1911 Encyclopædia Britannica/Helyot, Pierre
HELYOT, PIERRE (1660–1716), Franciscan friar and historian, was born at Paris in January 1660, of supposed English ancestry. After spending his youth in study, he entered in his twenty-fourth year the convent of the third order of St Francis, founded at Picpus, near Paris, by his uncle Jérôme Helyot, canon of St Sepulchre. There he took the name of Père Hippolyte. Two journeys to Rome on monastic business afforded him the opportunity of travelling over most of Italy; and after his final return he saw much of France, while acting as secretary to various provincials of his order there. Both in Italy and France he was engaged in collecting materials for his great work, which occupied him about twenty-five years, L’Histoire des ordres monastiques, religieux, et militaires, et des congrégations séculières, de l’un et de l’autre sexe, qui ont été établies jusqu’à présent, published in 8 volumes in 1714–1721. Helyot died on the 5th of January 1716, before the fifth volume appeared, but his friend Maximilien Bullot completed the edition. Helyot’s only other noteworthy work is Le Chrétien mourant (1695).

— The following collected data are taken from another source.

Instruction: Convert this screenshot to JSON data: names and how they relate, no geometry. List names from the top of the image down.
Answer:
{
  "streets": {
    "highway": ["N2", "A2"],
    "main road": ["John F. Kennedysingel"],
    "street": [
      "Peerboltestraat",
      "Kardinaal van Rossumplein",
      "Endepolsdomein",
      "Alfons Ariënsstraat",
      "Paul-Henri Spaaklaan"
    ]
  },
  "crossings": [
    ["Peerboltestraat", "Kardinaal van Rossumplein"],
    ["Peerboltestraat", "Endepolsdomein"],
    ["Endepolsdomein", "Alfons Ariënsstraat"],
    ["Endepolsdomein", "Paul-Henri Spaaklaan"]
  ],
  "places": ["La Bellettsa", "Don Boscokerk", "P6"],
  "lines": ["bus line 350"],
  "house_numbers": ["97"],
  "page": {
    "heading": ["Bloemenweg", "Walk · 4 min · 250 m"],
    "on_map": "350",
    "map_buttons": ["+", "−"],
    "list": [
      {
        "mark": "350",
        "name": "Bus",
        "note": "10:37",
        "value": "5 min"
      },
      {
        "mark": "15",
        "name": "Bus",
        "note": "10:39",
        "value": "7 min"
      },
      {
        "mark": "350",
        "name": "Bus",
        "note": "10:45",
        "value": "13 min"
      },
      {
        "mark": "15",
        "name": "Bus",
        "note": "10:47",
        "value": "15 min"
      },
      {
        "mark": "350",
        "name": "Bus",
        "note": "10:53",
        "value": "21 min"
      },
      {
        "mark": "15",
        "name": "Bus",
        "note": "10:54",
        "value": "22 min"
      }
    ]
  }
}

The Histoire is a work of first importance, being the great repertory of information for the general history of the religious orders up to the end of the 17th century. It is profusely illustrated by large plates exhibiting the dress of the various orders, and in the edition of 1792 the plates are coloured. It was translated into Italian (1737) and into German (1753). The material has been arranged in dictionary form in Migne’s Encyclopédie théologique, under the title “Dictionnaire des orders religieux” (4 vols., 1858).